Chagas disease, or American trypanosomiasis, caused by the protozoan parasite Trypanosoma cruzi, is one of the most deadly infectious diseases in Latin America (Dias et al., 2002). Recent reports suggest that Chagas disease is a potentially emergent public health concern in the United States due to the increased immigration from Latin American countries where the disease is endemic (Leiby et al., 1999, 2002; Andrade et al., 2004; Diaz, 2007; Kirchhoff and Pearson, 2007; Young et al., 2007). The only commercially available drug, benznidazole, is effective in the acute or early chronic phase of the infection (de Andrade et al., 1996; Andrade et al., 2004), but shows a much decreased performance among infected individuals during the late chronic phase and can cause severe side effects (Urbina and Docampo, 2003). Recently, the emergence of T. cruzi strains resistant to benznidazole has also been reported (Murta and Romanha, 1998). Moreover, thus far, no vaccine is available to prevent or treat Chagas disease (Minoprio, 2001; Martin and Tarleton, 2004; Garg and Bhatia, 2005). These facts clearly emphasize the urgent need of new therapeutic approaches against this parasite.
Quinones and their derivatives possess anticancer, antibacterial, antimalarial, and antifungal activities (Kim et al., 2004; Tasdemir et al., 2006; Verma, 2006; Brondani et al., 2007; Ui et al., 2007). Their biological activity is related to the acceptance of 1 and/or 2 electrons to form the corresponding radical anion or dianion species as well as the acid-base properties of the compounds (O’Brien, 1991). Studies performed by Salmon-Chemin et al. (2001) showed the anti-trypanosomal activity of 1,4-naphthoquinone (NQ) derivatives with alkylamine side chains at the C2- and C3- positions. The present study revealed that the most potent trypanocidal NQs acted as subversive substrates for T. cruzi lipoamide dehydrogenase (TcLipDH). We recently synthesized a novel quinone, derivative 2,3-diphenyl-1,4-naphthoquinone (DPNQ), and tested it for trypanocidal activity and toxicity for mammalian cells. Here, we report on the anti-trypanosomal action of DPNQ against epimastigote, cell-derived trypomastigote, and intracellular amastigote forms of T. cruzi in vitro and in vivo.

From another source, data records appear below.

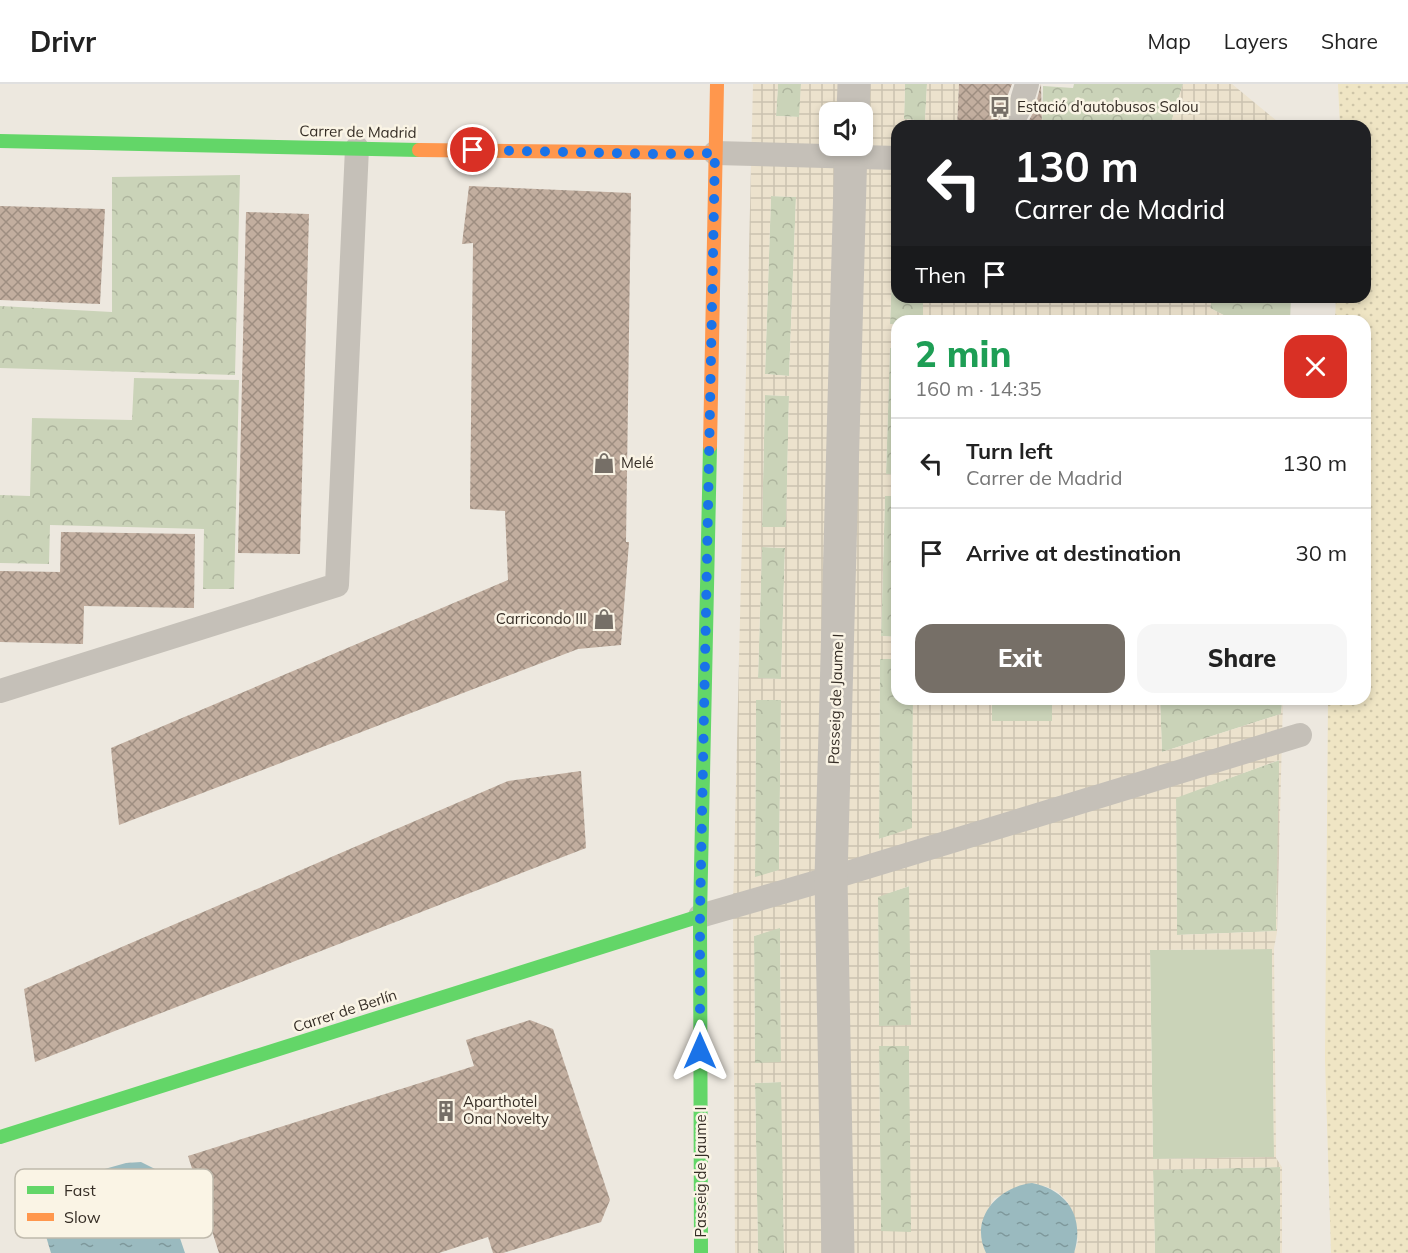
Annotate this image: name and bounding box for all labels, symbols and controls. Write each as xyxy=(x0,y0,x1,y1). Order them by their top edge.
text: Drivr xyxy=(30,24,96,59)
text: Map xyxy=(1148,28,1191,54)
text: Layers xyxy=(1224,28,1288,54)
text: Share xyxy=(1321,28,1378,54)
bus stop icon: Estació d'autobusos Salou xyxy=(988,95,1012,119)
place label: Estació d'autobusos Salou xyxy=(1017,97,1199,116)
map controls xyxy=(819,102,873,156)
button: sound xyxy=(819,102,873,156)
street label: Carrer de Madrid xyxy=(299,121,417,142)
pin xyxy=(447,124,498,175)
icon: arrive xyxy=(456,133,489,166)
text: 130 m xyxy=(1014,140,1139,193)
icon: left xyxy=(915,144,993,222)
text: Carrer de Madrid xyxy=(1014,192,1225,226)
icon: arrive xyxy=(978,258,1011,291)
text: Then xyxy=(915,261,966,289)
text: 2 min xyxy=(915,331,1011,376)
button: close xyxy=(1284,335,1347,398)
text: 160 m · 14:35 xyxy=(915,376,1041,401)
text: Turn left xyxy=(966,437,1053,465)
icon: left xyxy=(915,447,948,480)
text: 130 m xyxy=(1282,449,1347,477)
shop icon: Melé xyxy=(592,451,616,475)
place label: Melé xyxy=(621,453,654,472)
text: Carrer de Madrid xyxy=(966,465,1122,490)
icon: arrive xyxy=(915,537,948,570)
text: Arrive at destination xyxy=(966,539,1181,567)
text: 30 m xyxy=(1296,539,1347,567)
shop icon: Carricondo III xyxy=(592,607,616,631)
place label: Carricondo III xyxy=(496,609,587,628)
button: Exit xyxy=(915,624,1125,693)
button: Share xyxy=(1137,624,1347,693)
street label: Passeig de Jaume I xyxy=(824,633,847,765)
street label: Carrer de Berlín xyxy=(290,985,399,1036)
position arrow xyxy=(668,1019,732,1083)
place label: Aparthotel Ona Novelty xyxy=(463,1092,549,1128)
building icon: Aparthotel Ona Novelty xyxy=(434,1099,458,1123)
street label: Passeig de Jaume I xyxy=(691,1107,710,1237)
legend xyxy=(15,1169,213,1238)
text: Fast xyxy=(64,1180,96,1200)
text: Slow xyxy=(64,1207,101,1227)

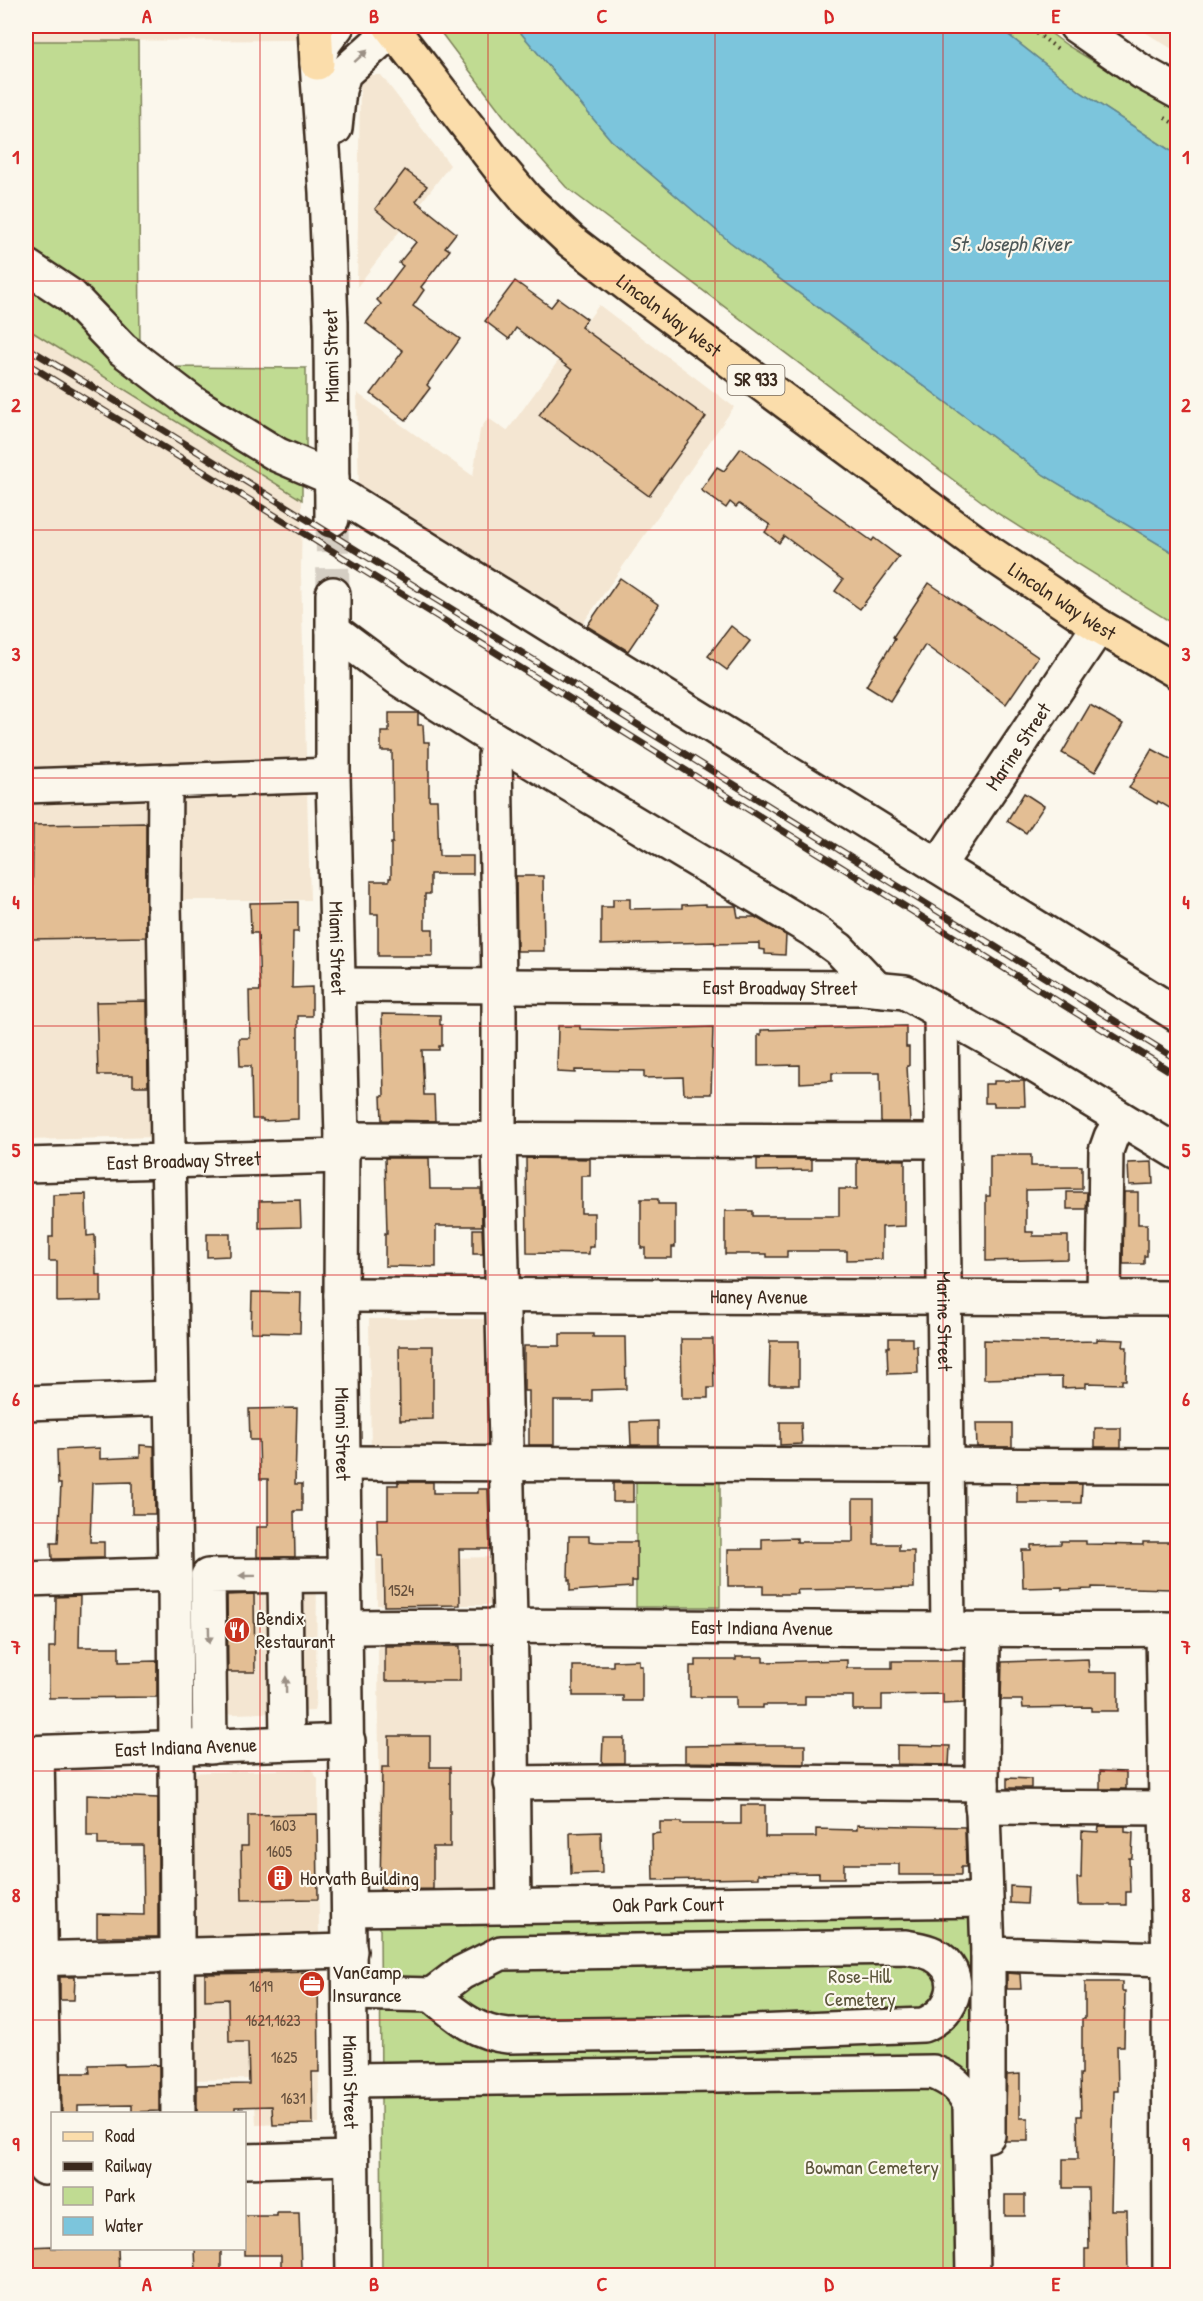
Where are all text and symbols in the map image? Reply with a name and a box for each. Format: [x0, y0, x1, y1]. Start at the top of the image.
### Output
text: A [142, 2, 152, 29]
text: B [369, 2, 379, 29]
text: C [597, 2, 608, 29]
text: D [824, 2, 834, 29]
text: E [1052, 2, 1061, 29]
one-way arrow [354, 50, 368, 64]
text: 1 [12, 143, 20, 170]
text: 1 [1182, 143, 1190, 170]
water label: St. Joseph River [950, 229, 1073, 258]
street label: Lincoln Way West [612, 267, 728, 364]
street label: Miami Street [316, 308, 345, 403]
road number: SR 933 [728, 365, 784, 395]
text: 2 [11, 391, 21, 418]
text: 2 [1181, 391, 1191, 418]
street label: Lincoln Way West [1004, 555, 1122, 647]
text: 3 [12, 640, 21, 667]
text: 3 [1182, 640, 1191, 667]
street label: Marine Street [979, 696, 1058, 795]
text: 4 [12, 888, 20, 915]
text: 4 [1182, 888, 1190, 915]
street label: Miami Street [323, 901, 352, 996]
street label: East Broadway Street [703, 973, 858, 1001]
text: 5 [12, 1136, 21, 1163]
text: 5 [1182, 1136, 1191, 1163]
street label: East Broadway Street [106, 1144, 263, 1176]
street label: Marine Street [931, 1271, 959, 1372]
street label: Haney Avenue [710, 1282, 808, 1310]
text: 6 [12, 1385, 20, 1412]
text: 6 [1182, 1385, 1190, 1412]
street label: Miami Street [329, 1387, 357, 1482]
one-way arrow [237, 1571, 256, 1581]
house number: 1524 [388, 1579, 414, 1601]
place label: Bendix Restaurant [256, 1604, 336, 1654]
street label: East Indiana Avenue [691, 1613, 833, 1641]
restaurant icon: Bendix Restaurant [222, 1615, 252, 1645]
one-way arrow [204, 1625, 214, 1644]
text: 7 [10, 1633, 21, 1660]
text: 7 [1180, 1633, 1191, 1660]
one-way arrow [281, 1675, 291, 1694]
street label: East Indiana Avenue [114, 1730, 257, 1763]
house number: 1603 [270, 1814, 296, 1836]
house number: 1605 [266, 1840, 292, 1862]
building icon: Horvath Building [265, 1863, 295, 1893]
place label: Horvath Building [300, 1864, 419, 1891]
text: 8 [12, 1881, 21, 1908]
text: 8 [1182, 1881, 1191, 1908]
street label: Oak Park Court [612, 1890, 725, 1918]
place label: VanCamp Insurance [332, 1958, 402, 2008]
park label: Rose-Hill Cemetery [824, 1962, 896, 2012]
office icon: VanCamp Insurance [297, 1969, 327, 1999]
house number: 1619 [249, 1975, 273, 1997]
house number: 1621,1623 [245, 2009, 301, 2031]
street label: Miami Street [337, 2035, 365, 2130]
house number: 1625 [271, 2046, 297, 2068]
house number: 1631 [280, 2087, 306, 2109]
legend [51, 2112, 246, 2250]
text: Road [105, 2123, 135, 2148]
text: 9 [12, 2130, 20, 2157]
text: 9 [1182, 2130, 1190, 2157]
text: Railway [105, 2153, 152, 2178]
park label: Bowman Cemetery [805, 2153, 939, 2180]
text: Park [105, 2183, 136, 2208]
text: Water [105, 2213, 143, 2238]
text: A [142, 2270, 152, 2297]
text: B [369, 2270, 379, 2297]
text: C [597, 2270, 608, 2297]
text: D [824, 2270, 834, 2297]
text: E [1052, 2270, 1061, 2297]

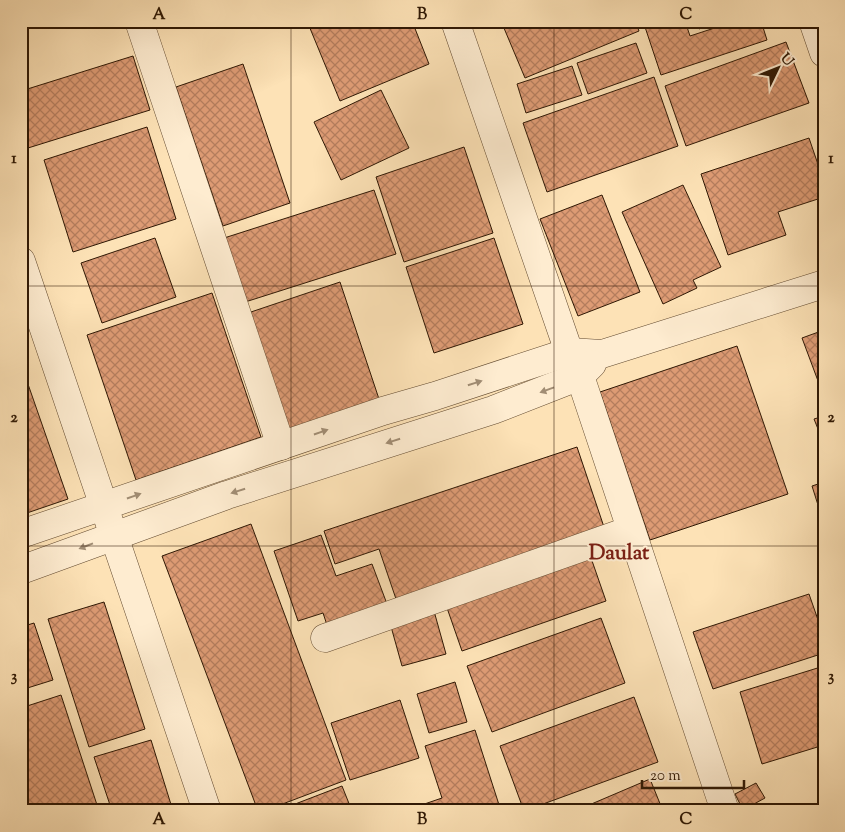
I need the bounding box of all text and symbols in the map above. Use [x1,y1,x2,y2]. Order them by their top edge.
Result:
text: A [153,4,166,27]
text: B [417,4,427,27]
text: C [680,4,693,27]
north arrow [752,42,802,92]
text: U [775,50,798,72]
text: 1 [11,148,17,171]
text: 1 [828,148,834,171]
one-way arrow [468,379,483,386]
one-way arrow [539,386,554,394]
text: 2 [10,407,18,430]
text: 2 [827,407,835,430]
one-way arrow [313,428,328,435]
one-way arrow [385,438,400,446]
one-way arrow [231,488,246,496]
one-way arrow [126,492,141,499]
district label: Daulat [589,539,650,569]
one-way arrow [78,543,93,550]
text: 3 [11,666,18,689]
text: 3 [828,666,835,689]
scale bar [642,757,745,789]
text: 20 m [650,766,681,787]
text: A [153,809,166,832]
text: B [417,809,427,832]
text: C [680,809,693,832]

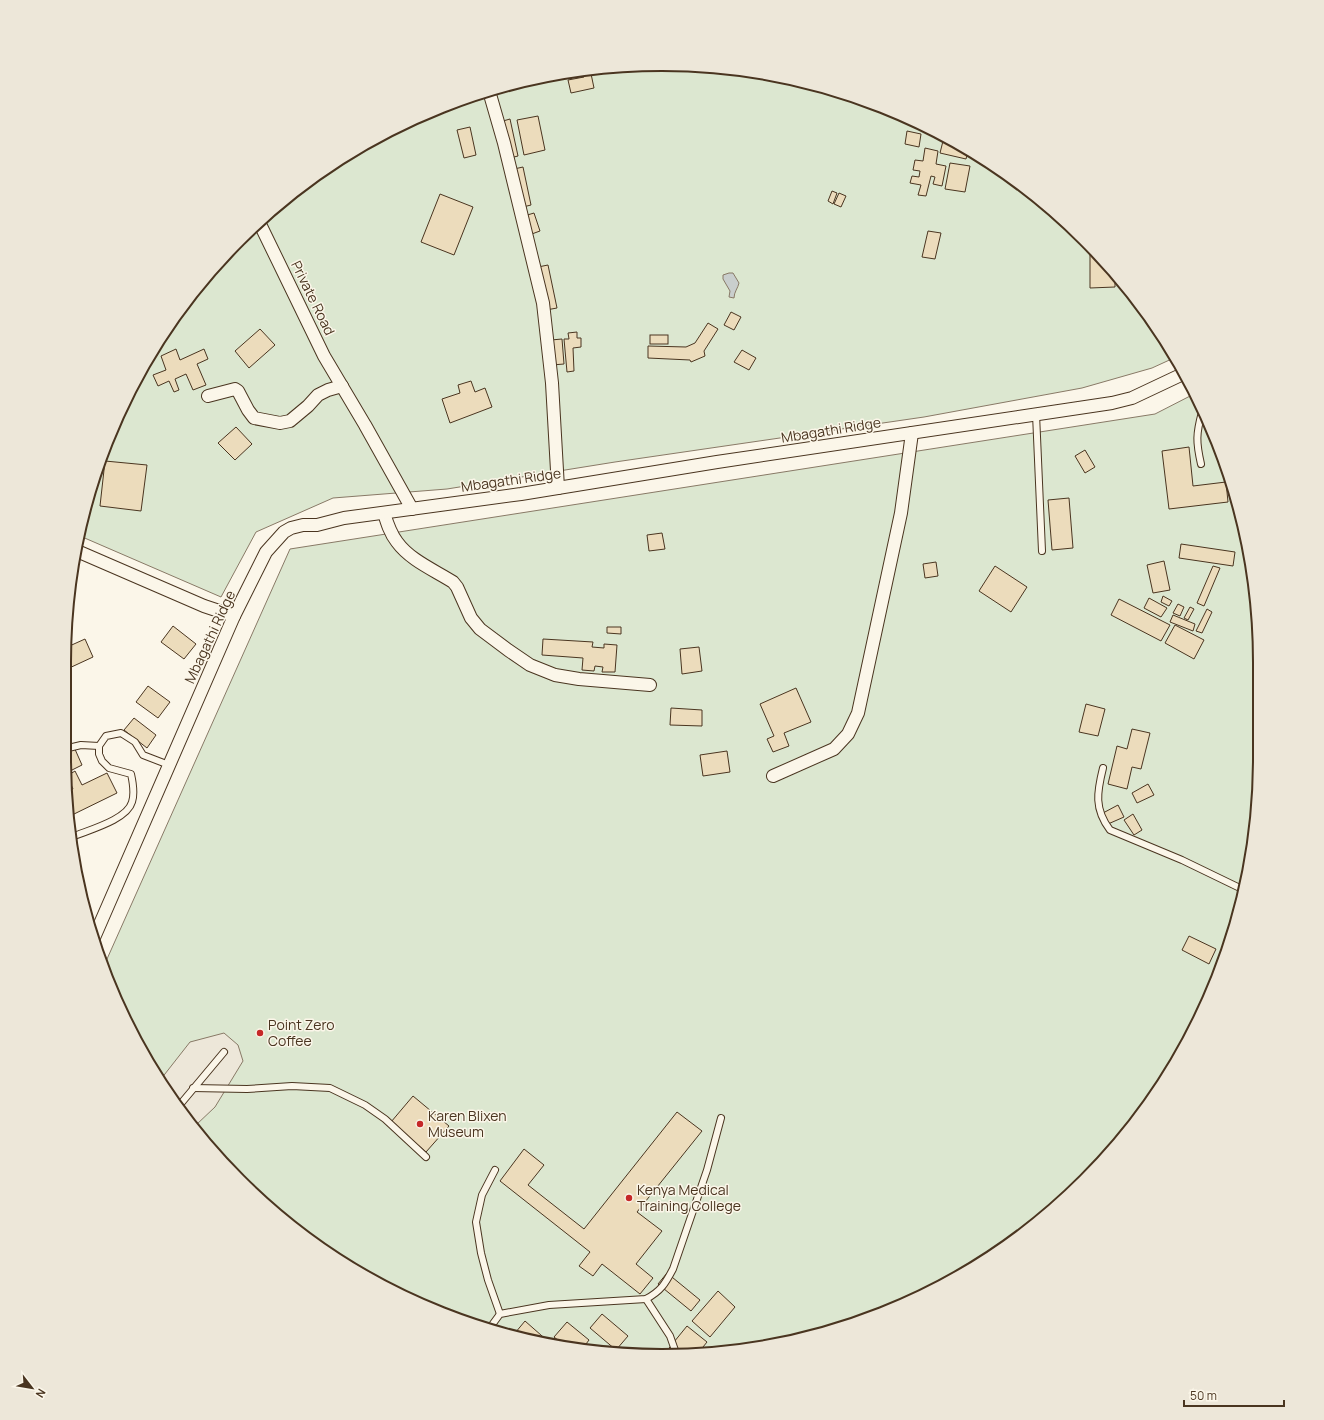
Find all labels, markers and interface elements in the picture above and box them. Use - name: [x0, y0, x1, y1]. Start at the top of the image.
- street label: Private Road: [287, 257, 340, 338]
- street label: Mbagathi Ridge: [780, 412, 882, 447]
- street label: Mbagathi Ridge: [460, 463, 562, 496]
- street label: Mbagathi Ridge: [180, 587, 239, 686]
- place label: Point Zero Coffee: [268, 1015, 335, 1050]
- marker: Point Zero Coffee: [255, 1028, 265, 1038]
- place label: Karen Blixen Museum: [428, 1106, 507, 1141]
- marker: Karen Blixen Museum: [415, 1119, 425, 1129]
- place label: Kenya Medical Training College: [637, 1180, 741, 1215]
- marker: Kenya Medical Training College: [624, 1193, 634, 1203]
- north arrow: [12, 1368, 52, 1408]
- scale bar: [1184, 1382, 1284, 1408]
- text: N: [32, 1386, 49, 1401]
- text: 50 m: [1190, 1387, 1217, 1404]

DPNQ was synthesized according to the method previously described (Montoya et al., 2005; Shanmagasundarama et al., 2005). The compound was dissolved in dimethyl sulfoxide (DMSO) and filtered sterile using a 0.22-μm filter (Sigma-Aldrich, St. Louis, Missouri). DL-Dihydrolipoamide was prepared by the reduction of DL-lipoamide (BDH Chemicals, VWR International GmbH, Darmstadt, Germany) with sodium borohydride (Reed et al., 1958). The reactive oxygen species (ROS) reagent (5-(and-6)-carboxy-2′,7′-dichlorofluorescein diacetate, carboxy-DCFDA), and the DNA dye (4′, 6-diamidino-2-phenylindole dihydrochloride, DAPI) were purchased from Invitrogen (Carlsbad, California), and Vectashield was obtained from Vector Laboratories (Burlingame, California).
Epimastigote forms of T. cruzi (Y strain) were grown in liver infusion-tryptose (LIT) medium (Camargo, 1964). Mammalian cell-derived trypomastigote forms of T. cruzi (Y strain) were obtained from infected LLC-MK2 cell (American Type Culture Collection-ATCC, Manassas, Virginia) monolayers as described (Andrews and Colli, 1982).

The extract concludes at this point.